Increasingly, many organizations are employing multiple distinct providers to cooperatively operate their Domain Name System (DNS) service. This allows them to survive the complete and catastrophic failure of any single provider, with no downtime. If these organizations are additionally deploying DNS Security Extensions (DNSSEC — a system to verify the authenticity of DNS data), this can pose some challenges depending on the specific features in use.
The traditional method of multi-provider operation is the zone transfer model, where the zone owner runs a backend master (primary) server that holds the authoritative copy of the zone data and pushes out the zone data to each provider.
Zone transfer model limitations
The zone transfer model can support DNSSEC just fine, has been deployed in the field successfully, and is well understood. DNSSEC signing happens on the backend primary server and the signed zones are then transferred to providers via the DNS zone transfer protocol, typically authenticated via transaction signatures (TSIG — a channel protection mechanism).
However, one notable limitation of the zone transfer model is that it can only support ‘standardized’ DNS features that can be represented as resource record types in a DNS zone and can be predetermined at the primary server. Non-standard and often dynamic features that are now widely used in the industry cannot be supported by this model. These non-standard mechanisms go by many names but are commonly referred to by the term ‘traffic management’.
This traffic management includes things like Global Server Load Balancing (GSLB), failover pools with health checks, weighted answers, and even potentially arbitrarily programmed responses. Often the responses are querier specific or dependent on inspecting some sort of dynamic state in the network. Typically, the response and associated DNSSEC signature must be determined at the authoritative servers themselves, at query time.
DNS tricks or evolution?
More than a decade ago, Paul Vixie famously critiqued these features in his 2009 article titled What the DNS is not. He offered arguments that ‘DNS tricks’ make the DNS more complex, and therefore harder to debug and troubleshoot. He also argues that these features should have been implemented in a different layer, and represent a form of (unfair) cost shifting from certain application providers to DNS infrastructure operators.

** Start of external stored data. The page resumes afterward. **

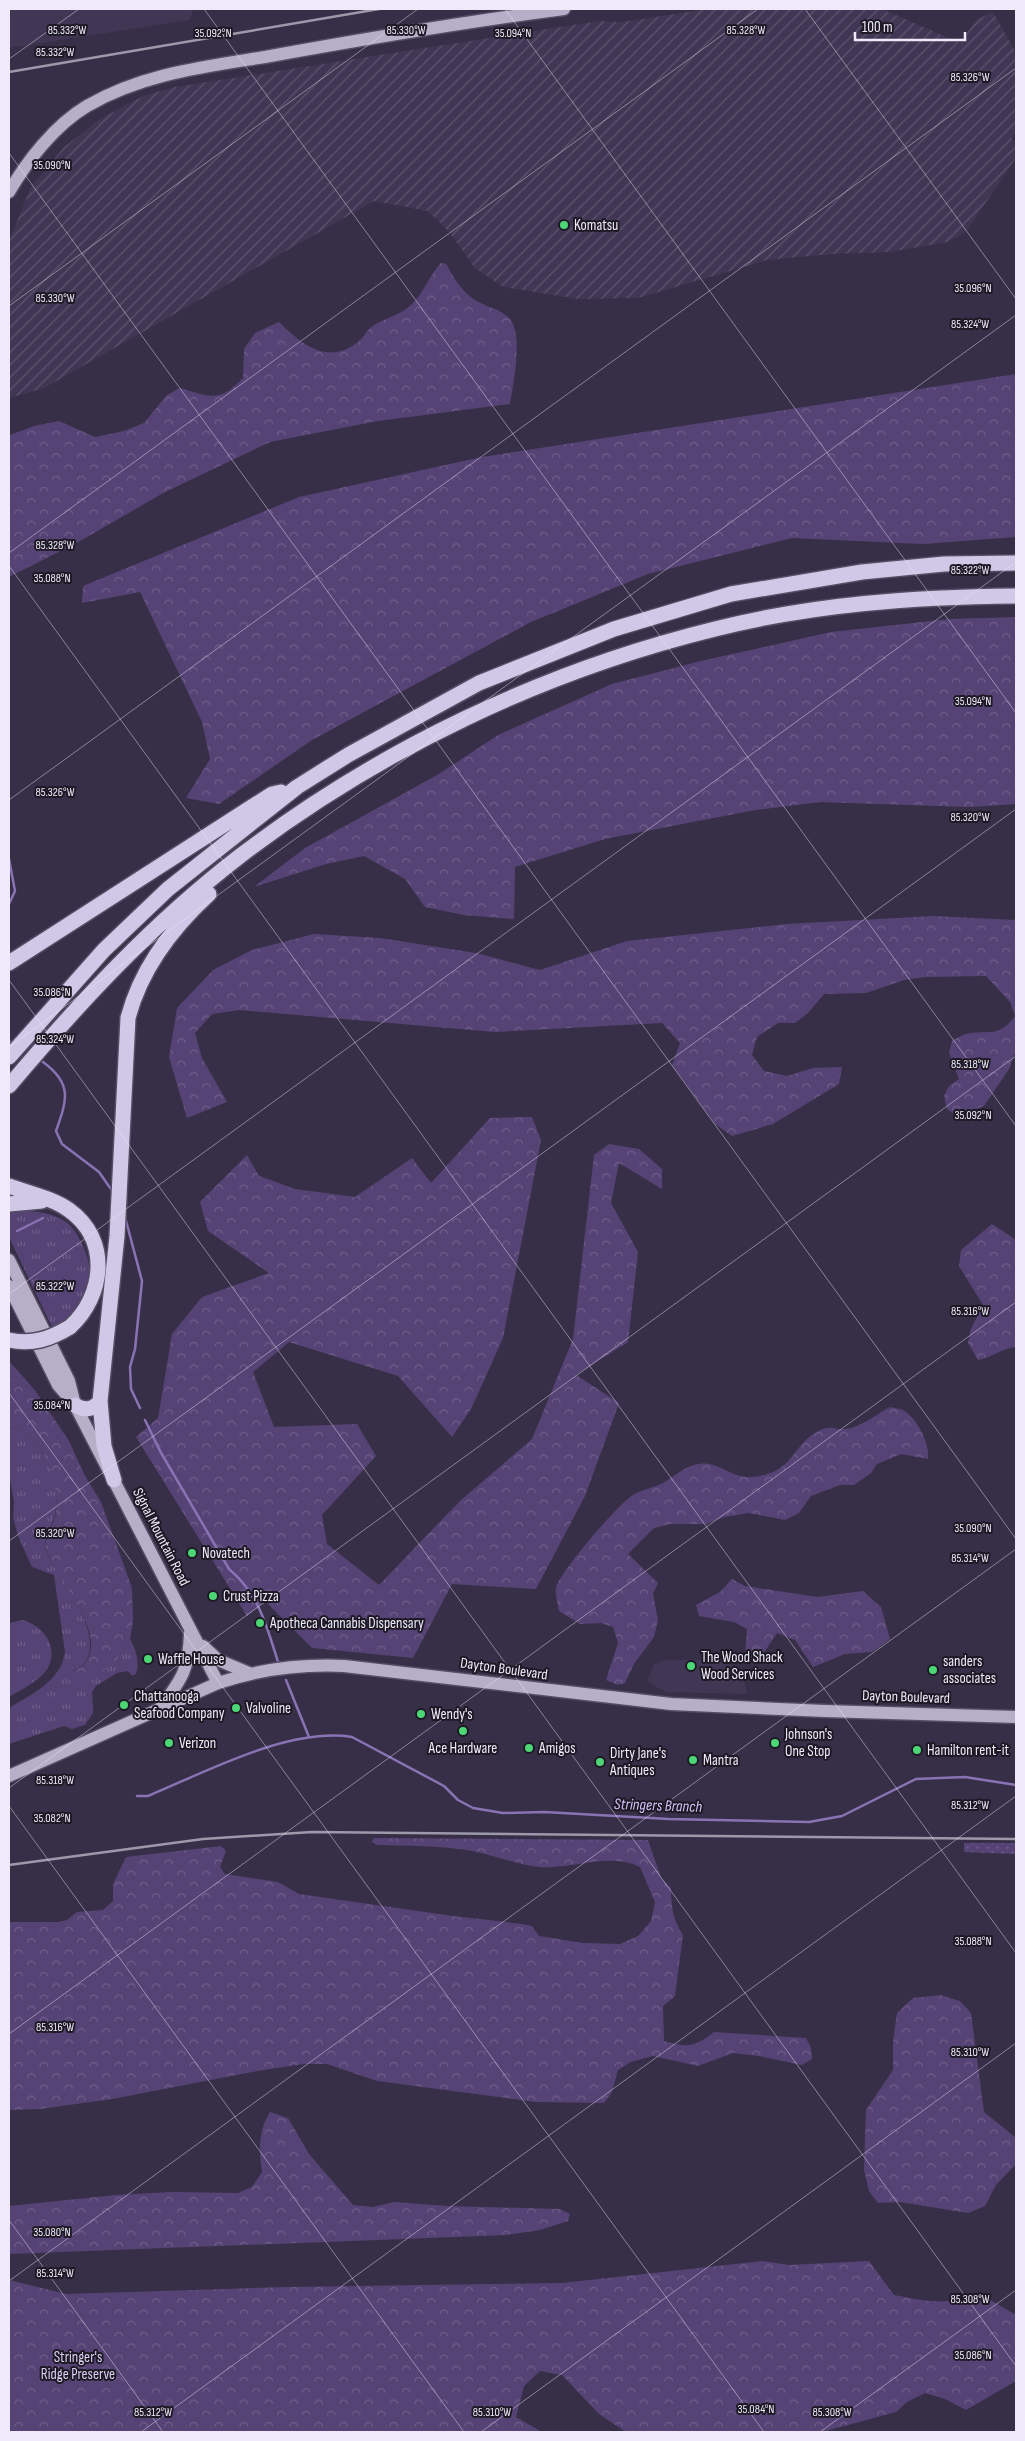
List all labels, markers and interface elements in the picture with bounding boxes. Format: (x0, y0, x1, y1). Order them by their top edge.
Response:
scale bar (855, 10, 965, 42)
text: 100 m (862, 18, 893, 37)
text: 85.332°W (48, 23, 87, 38)
text: 85.330°W (386, 23, 426, 38)
text: 85.328°W (727, 23, 766, 38)
text: 35.092°N (194, 26, 232, 41)
text: 35.094°N (495, 26, 531, 41)
text: 85.332°W (36, 45, 75, 60)
text: 85.326°W (951, 70, 990, 85)
text: 35.090°N (33, 158, 71, 173)
place label: Komatsu (574, 216, 618, 235)
marker: Komatsu (558, 219, 570, 231)
text: 35.096°N (954, 281, 992, 296)
text: 85.330°W (35, 291, 75, 306)
text: 85.324°W (951, 317, 989, 332)
text: 85.328°W (36, 538, 75, 553)
text: 85.322°W (951, 563, 990, 578)
text: 35.088°N (33, 571, 71, 586)
text: 35.094°N (955, 694, 991, 709)
text: 85.326°W (36, 785, 75, 800)
text: 85.320°W (950, 810, 990, 825)
text: 35.086°N (33, 985, 71, 1000)
text: 85.324°W (36, 1032, 74, 1047)
text: 85.318°W (951, 1057, 989, 1072)
text: 35.092°N (954, 1108, 992, 1123)
text: 85.322°W (36, 1279, 75, 1294)
text: 85.316°W (951, 1304, 989, 1319)
text: 35.084°N (34, 1398, 70, 1413)
street label: Signal Mountain Road (128, 1485, 194, 1589)
text: 35.090°N (954, 1521, 992, 1536)
text: 85.320°W (35, 1526, 75, 1541)
place label: Novatech (202, 1544, 250, 1563)
marker: Novatech (186, 1547, 198, 1559)
text: 85.314°W (951, 1551, 989, 1566)
place label: Crust Pizza (223, 1587, 279, 1606)
marker: Crust Pizza (207, 1590, 219, 1602)
place label: Apotheca Cannabis Dispensary (269, 1614, 424, 1633)
marker: Apotheca Cannabis Dispensary (254, 1617, 266, 1629)
place label: The Wood Shack Wood Services (701, 1648, 783, 1684)
place label: Waffle House (158, 1650, 224, 1669)
place label: sanders associates (943, 1652, 996, 1688)
marker: Waffle House (142, 1653, 154, 1665)
street label: Dayton Boulevard (459, 1653, 549, 1685)
marker: The Wood Shack Wood Services (685, 1660, 697, 1672)
marker: sanders associates (927, 1664, 939, 1676)
street label: Dayton Boulevard (862, 1686, 950, 1708)
place label: Chattanooga Seafood Company (134, 1687, 225, 1723)
marker: Chattanooga Seafood Company (118, 1699, 130, 1711)
place label: Valvoline (246, 1699, 291, 1718)
marker: Valvoline (230, 1702, 242, 1714)
place label: Wendy's (431, 1705, 473, 1724)
marker: Wendy's (415, 1708, 427, 1720)
marker: Ace Hardware (457, 1725, 469, 1737)
place label: Johnson's One Stop (784, 1725, 832, 1761)
place label: Verizon (179, 1734, 216, 1753)
marker: Verizon (163, 1737, 175, 1749)
marker: Johnson's One Stop (769, 1737, 781, 1749)
place label: Ace Hardware (428, 1739, 497, 1758)
place label: Amigos (538, 1739, 576, 1758)
place label: Hamilton rent-it (927, 1741, 1010, 1760)
marker: Amigos (523, 1742, 535, 1754)
place label: Dirty Jane's Antiques (609, 1744, 666, 1780)
marker: Hamilton rent-it (911, 1744, 923, 1756)
place label: Mantra (703, 1751, 739, 1770)
marker: Mantra (687, 1754, 699, 1766)
marker: Dirty Jane's Antiques (594, 1756, 606, 1768)
text: 85.318°W (36, 1773, 74, 1788)
water label: Stringers Branch (614, 1795, 703, 1817)
text: 85.312°W (951, 1798, 989, 1813)
text: 35.082°N (33, 1811, 71, 1826)
text: 35.088°N (954, 1934, 992, 1949)
text: 85.316°W (36, 2020, 74, 2035)
text: 85.310°W (951, 2045, 989, 2060)
text: 35.080°N (33, 2225, 71, 2240)
text: 85.314°W (36, 2266, 74, 2281)
text: 85.308°W (950, 2292, 990, 2307)
park label: Stringer's Ridge Preserve (41, 2348, 115, 2384)
text: 35.086°N (954, 2348, 992, 2363)
text: 35.084°N (738, 2402, 774, 2417)
text: 85.312°W (134, 2405, 172, 2420)
text: 85.310°W (473, 2405, 511, 2420)
text: 85.308°W (812, 2405, 852, 2420)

I agree with many of these arguments, yet we cannot ignore the reality of how pervasively these mechanisms are already deployed and used today. Most organizations that run a CDN edge network often gravitate to their use. So, this is a long-standing tussle that is here to stay, and DNSSEC deployment needs to grapple with this reality too.
Furthermore, at the 2018 ICANN DNS Symposium, none other than Paul Mockapetris — the inventor of the DNS — remarked that ultimately the DNS should evolve to store programs, not just data. To do this properly, significant revisions to the DNS protocol specifications are needed. To some extent, such evolution is already happening with many of these dynamic traffic management features, albeit in an unstandardized and haphazard manner.
An alternative model that can support dynamic traffic management features is one where the zone owner updates DNS data at the DNS provider not using zone transfer, but with some other provider-specific API (often REST/HTTPS) or portal. The provider then signs the zone data themselves. This model can support non-standardized DNSSEC features, if the provider is able to sign the response data generated by these features. The easiest way to do this is ‘online signing’ or ‘on-the-fly signing’. Alternatively, if the provider enumerates all the possible response sets in advance, they can pre-compute all their signatures and algorithmically return the correct data set and associated signature at response time.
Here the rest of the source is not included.